═════ Provided data ═════
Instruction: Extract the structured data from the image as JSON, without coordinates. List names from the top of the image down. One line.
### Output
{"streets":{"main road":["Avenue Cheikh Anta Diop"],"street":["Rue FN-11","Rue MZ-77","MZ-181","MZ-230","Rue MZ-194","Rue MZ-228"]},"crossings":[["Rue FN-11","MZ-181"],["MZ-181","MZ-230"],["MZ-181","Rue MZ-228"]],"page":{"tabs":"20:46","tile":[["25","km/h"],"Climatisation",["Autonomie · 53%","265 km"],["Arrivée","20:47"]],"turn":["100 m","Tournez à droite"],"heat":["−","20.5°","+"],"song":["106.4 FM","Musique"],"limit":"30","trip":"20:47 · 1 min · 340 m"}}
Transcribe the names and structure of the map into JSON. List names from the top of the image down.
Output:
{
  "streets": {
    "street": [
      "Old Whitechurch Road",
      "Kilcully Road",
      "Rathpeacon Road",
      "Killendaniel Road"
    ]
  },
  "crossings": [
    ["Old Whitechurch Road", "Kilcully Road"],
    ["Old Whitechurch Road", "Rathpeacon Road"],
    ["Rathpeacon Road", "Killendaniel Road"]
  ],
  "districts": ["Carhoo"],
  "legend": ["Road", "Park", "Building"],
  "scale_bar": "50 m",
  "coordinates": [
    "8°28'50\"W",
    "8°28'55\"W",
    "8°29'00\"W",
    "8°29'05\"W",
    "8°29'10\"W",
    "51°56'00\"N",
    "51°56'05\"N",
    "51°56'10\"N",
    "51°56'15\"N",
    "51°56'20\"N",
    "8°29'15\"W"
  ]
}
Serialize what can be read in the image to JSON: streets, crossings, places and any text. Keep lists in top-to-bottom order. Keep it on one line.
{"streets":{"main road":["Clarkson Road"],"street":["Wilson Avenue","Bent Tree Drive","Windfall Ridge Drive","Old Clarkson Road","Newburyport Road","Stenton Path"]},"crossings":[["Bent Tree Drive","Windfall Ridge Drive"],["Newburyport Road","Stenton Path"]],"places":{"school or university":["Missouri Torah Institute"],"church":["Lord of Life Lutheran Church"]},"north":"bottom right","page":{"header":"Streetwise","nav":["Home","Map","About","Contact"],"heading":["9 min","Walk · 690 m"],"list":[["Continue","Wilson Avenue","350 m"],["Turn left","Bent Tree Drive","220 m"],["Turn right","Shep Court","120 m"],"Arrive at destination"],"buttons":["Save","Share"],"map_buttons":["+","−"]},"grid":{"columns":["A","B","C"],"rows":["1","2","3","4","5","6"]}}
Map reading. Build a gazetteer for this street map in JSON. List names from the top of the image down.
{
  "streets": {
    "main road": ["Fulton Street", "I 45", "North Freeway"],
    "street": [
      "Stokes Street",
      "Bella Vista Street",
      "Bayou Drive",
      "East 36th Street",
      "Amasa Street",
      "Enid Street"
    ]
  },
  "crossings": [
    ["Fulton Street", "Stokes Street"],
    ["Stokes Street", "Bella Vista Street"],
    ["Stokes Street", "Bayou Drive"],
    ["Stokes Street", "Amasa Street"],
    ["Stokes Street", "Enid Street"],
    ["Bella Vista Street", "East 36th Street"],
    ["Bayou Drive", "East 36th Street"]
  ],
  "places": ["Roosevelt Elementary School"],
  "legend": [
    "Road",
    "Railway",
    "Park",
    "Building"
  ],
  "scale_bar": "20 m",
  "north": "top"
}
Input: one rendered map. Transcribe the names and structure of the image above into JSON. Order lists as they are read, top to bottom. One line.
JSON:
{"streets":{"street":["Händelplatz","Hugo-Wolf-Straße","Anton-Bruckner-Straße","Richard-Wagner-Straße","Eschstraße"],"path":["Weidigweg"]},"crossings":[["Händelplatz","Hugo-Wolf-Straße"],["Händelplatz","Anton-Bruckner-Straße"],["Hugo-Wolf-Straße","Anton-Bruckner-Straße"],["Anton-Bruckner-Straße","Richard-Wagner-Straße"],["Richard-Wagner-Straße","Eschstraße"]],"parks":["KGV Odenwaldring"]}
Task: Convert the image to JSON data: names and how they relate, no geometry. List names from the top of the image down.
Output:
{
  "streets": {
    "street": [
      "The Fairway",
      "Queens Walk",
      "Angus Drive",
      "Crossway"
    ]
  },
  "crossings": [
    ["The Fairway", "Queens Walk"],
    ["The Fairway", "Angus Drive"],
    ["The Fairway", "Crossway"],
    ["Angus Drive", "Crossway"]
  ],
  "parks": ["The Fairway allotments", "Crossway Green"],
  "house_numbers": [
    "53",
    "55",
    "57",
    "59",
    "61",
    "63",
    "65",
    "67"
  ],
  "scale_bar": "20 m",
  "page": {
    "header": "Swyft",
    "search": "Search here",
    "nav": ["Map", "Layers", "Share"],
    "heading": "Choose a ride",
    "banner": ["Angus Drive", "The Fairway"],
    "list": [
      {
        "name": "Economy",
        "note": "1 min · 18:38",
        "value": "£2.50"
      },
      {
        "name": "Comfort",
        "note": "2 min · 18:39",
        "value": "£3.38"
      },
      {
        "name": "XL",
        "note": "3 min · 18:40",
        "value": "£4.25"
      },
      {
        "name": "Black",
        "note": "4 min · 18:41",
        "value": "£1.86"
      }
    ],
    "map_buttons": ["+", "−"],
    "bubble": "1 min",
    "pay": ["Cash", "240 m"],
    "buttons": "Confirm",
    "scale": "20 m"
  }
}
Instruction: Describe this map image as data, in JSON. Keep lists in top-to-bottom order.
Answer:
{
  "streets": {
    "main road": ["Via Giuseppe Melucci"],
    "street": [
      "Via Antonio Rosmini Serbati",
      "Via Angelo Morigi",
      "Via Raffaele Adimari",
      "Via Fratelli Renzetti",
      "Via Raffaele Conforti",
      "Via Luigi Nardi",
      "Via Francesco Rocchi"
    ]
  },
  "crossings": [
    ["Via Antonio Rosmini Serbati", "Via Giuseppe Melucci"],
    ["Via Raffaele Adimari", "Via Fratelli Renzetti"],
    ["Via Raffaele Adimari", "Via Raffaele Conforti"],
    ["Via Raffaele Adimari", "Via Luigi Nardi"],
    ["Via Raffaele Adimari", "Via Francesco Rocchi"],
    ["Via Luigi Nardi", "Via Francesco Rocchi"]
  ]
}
═════
The material above should be given again in full, exactly.

* **Solution below**
Instruction: Extract the structured data from the image as JSON, without coordinates. List names from the top of the image down. One line.
### Output
{"streets":{"main road":["Avenue Cheikh Anta Diop"],"street":["Rue FN-11","Rue MZ-77","MZ-181","MZ-230","Rue MZ-194","Rue MZ-228"]},"crossings":[["Rue FN-11","MZ-181"],["MZ-181","MZ-230"],["MZ-181","Rue MZ-228"]],"page":{"tabs":"20:46","tile":[["25","km/h"],"Climatisation",["Autonomie · 53%","265 km"],["Arrivée","20:47"]],"turn":["100 m","Tournez à droite"],"heat":["−","20.5°","+"],"song":["106.4 FM","Musique"],"limit":"30","trip":"20:47 · 1 min · 340 m"}}
Transcribe the names and structure of the map into JSON. List names from the top of the image down.
Output:
{
  "streets": {
    "street": [
      "Old Whitechurch Road",
      "Kilcully Road",
      "Rathpeacon Road",
      "Killendaniel Road"
    ]
  },
  "crossings": [
    ["Old Whitechurch Road", "Kilcully Road"],
    ["Old Whitechurch Road", "Rathpeacon Road"],
    ["Rathpeacon Road", "Killendaniel Road"]
  ],
  "districts": ["Carhoo"],
  "legend": ["Road", "Park", "Building"],
  "scale_bar": "50 m",
  "coordinates": [
    "8°28'50\"W",
    "8°28'55\"W",
    "8°29'00\"W",
    "8°29'05\"W",
    "8°29'10\"W",
    "51°56'00\"N",
    "51°56'05\"N",
    "51°56'10\"N",
    "51°56'15\"N",
    "51°56'20\"N",
    "8°29'15\"W"
  ]
}
Serialize what can be read in the image to JSON: streets, crossings, places and any text. Keep lists in top-to-bottom order. Keep it on one line.
{"streets":{"main road":["Clarkson Road"],"street":["Wilson Avenue","Bent Tree Drive","Windfall Ridge Drive","Old Clarkson Road","Newburyport Road","Stenton Path"]},"crossings":[["Bent Tree Drive","Windfall Ridge Drive"],["Newburyport Road","Stenton Path"]],"places":{"school or university":["Missouri Torah Institute"],"church":["Lord of Life Lutheran Church"]},"north":"bottom right","page":{"header":"Streetwise","nav":["Home","Map","About","Contact"],"heading":["9 min","Walk · 690 m"],"list":[["Continue","Wilson Avenue","350 m"],["Turn left","Bent Tree Drive","220 m"],["Turn right","Shep Court","120 m"],"Arrive at destination"],"buttons":["Save","Share"],"map_buttons":["+","−"]},"grid":{"columns":["A","B","C"],"rows":["1","2","3","4","5","6"]}}
Map reading. Build a gazetteer for this street map in JSON. List names from the top of the image down.
{
  "streets": {
    "main road": ["Fulton Street", "I 45", "North Freeway"],
    "street": [
      "Stokes Street",
      "Bella Vista Street",
      "Bayou Drive",
      "East 36th Street",
      "Amasa Street",
      "Enid Street"
    ]
  },
  "crossings": [
    ["Fulton Street", "Stokes Street"],
    ["Stokes Street", "Bella Vista Street"],
    ["Stokes Street", "Bayou Drive"],
    ["Stokes Street", "Amasa Street"],
    ["Stokes Street", "Enid Street"],
    ["Bella Vista Street", "East 36th Street"],
    ["Bayou Drive", "East 36th Street"]
  ],
  "places": ["Roosevelt Elementary School"],
  "legend": [
    "Road",
    "Railway",
    "Park",
    "Building"
  ],
  "scale_bar": "20 m",
  "north": "top"
}
Input: one rendered map. Transcribe the names and structure of the image above into JSON. Order lists as they are read, top to bottom. One line.
JSON:
{"streets":{"street":["Händelplatz","Hugo-Wolf-Straße","Anton-Bruckner-Straße","Richard-Wagner-Straße","Eschstraße"],"path":["Weidigweg"]},"crossings":[["Händelplatz","Hugo-Wolf-Straße"],["Händelplatz","Anton-Bruckner-Straße"],["Hugo-Wolf-Straße","Anton-Bruckner-Straße"],["Anton-Bruckner-Straße","Richard-Wagner-Straße"],["Richard-Wagner-Straße","Eschstraße"]],"parks":["KGV Odenwaldring"]}
Task: Convert the image to JSON data: names and how they relate, no geometry. List names from the top of the image down.
Output:
{
  "streets": {
    "street": [
      "The Fairway",
      "Queens Walk",
      "Angus Drive",
      "Crossway"
    ]
  },
  "crossings": [
    ["The Fairway", "Queens Walk"],
    ["The Fairway", "Angus Drive"],
    ["The Fairway", "Crossway"],
    ["Angus Drive", "Crossway"]
  ],
  "parks": ["The Fairway allotments", "Crossway Green"],
  "house_numbers": [
    "53",
    "55",
    "57",
    "59",
    "61",
    "63",
    "65",
    "67"
  ],
  "scale_bar": "20 m",
  "page": {
    "header": "Swyft",
    "search": "Search here",
    "nav": ["Map", "Layers", "Share"],
    "heading": "Choose a ride",
    "banner": ["Angus Drive", "The Fairway"],
    "list": [
      {
        "name": "Economy",
        "note": "1 min · 18:38",
        "value": "£2.50"
      },
      {
        "name": "Comfort",
        "note": "2 min · 18:39",
        "value": "£3.38"
      },
      {
        "name": "XL",
        "note": "3 min · 18:40",
        "value": "£4.25"
      },
      {
        "name": "Black",
        "note": "4 min · 18:41",
        "value": "£1.86"
      }
    ],
    "map_buttons": ["+", "−"],
    "bubble": "1 min",
    "pay": ["Cash", "240 m"],
    "buttons": "Confirm",
    "scale": "20 m"
  }
}
Instruction: Describe this map image as data, in JSON. Keep lists in top-to-bottom order.
Answer:
{
  "streets": {
    "main road": ["Via Giuseppe Melucci"],
    "street": [
      "Via Antonio Rosmini Serbati",
      "Via Angelo Morigi",
      "Via Raffaele Adimari",
      "Via Fratelli Renzetti",
      "Via Raffaele Conforti",
      "Via Luigi Nardi",
      "Via Francesco Rocchi"
    ]
  },
  "crossings": [
    ["Via Antonio Rosmini Serbati", "Via Giuseppe Melucci"],
    ["Via Raffaele Adimari", "Via Fratelli Renzetti"],
    ["Via Raffaele Adimari", "Via Raffaele Conforti"],
    ["Via Raffaele Adimari", "Via Luigi Nardi"],
    ["Via Raffaele Adimari", "Via Francesco Rocchi"],
    ["Via Luigi Nardi", "Via Francesco Rocchi"]
  ]
}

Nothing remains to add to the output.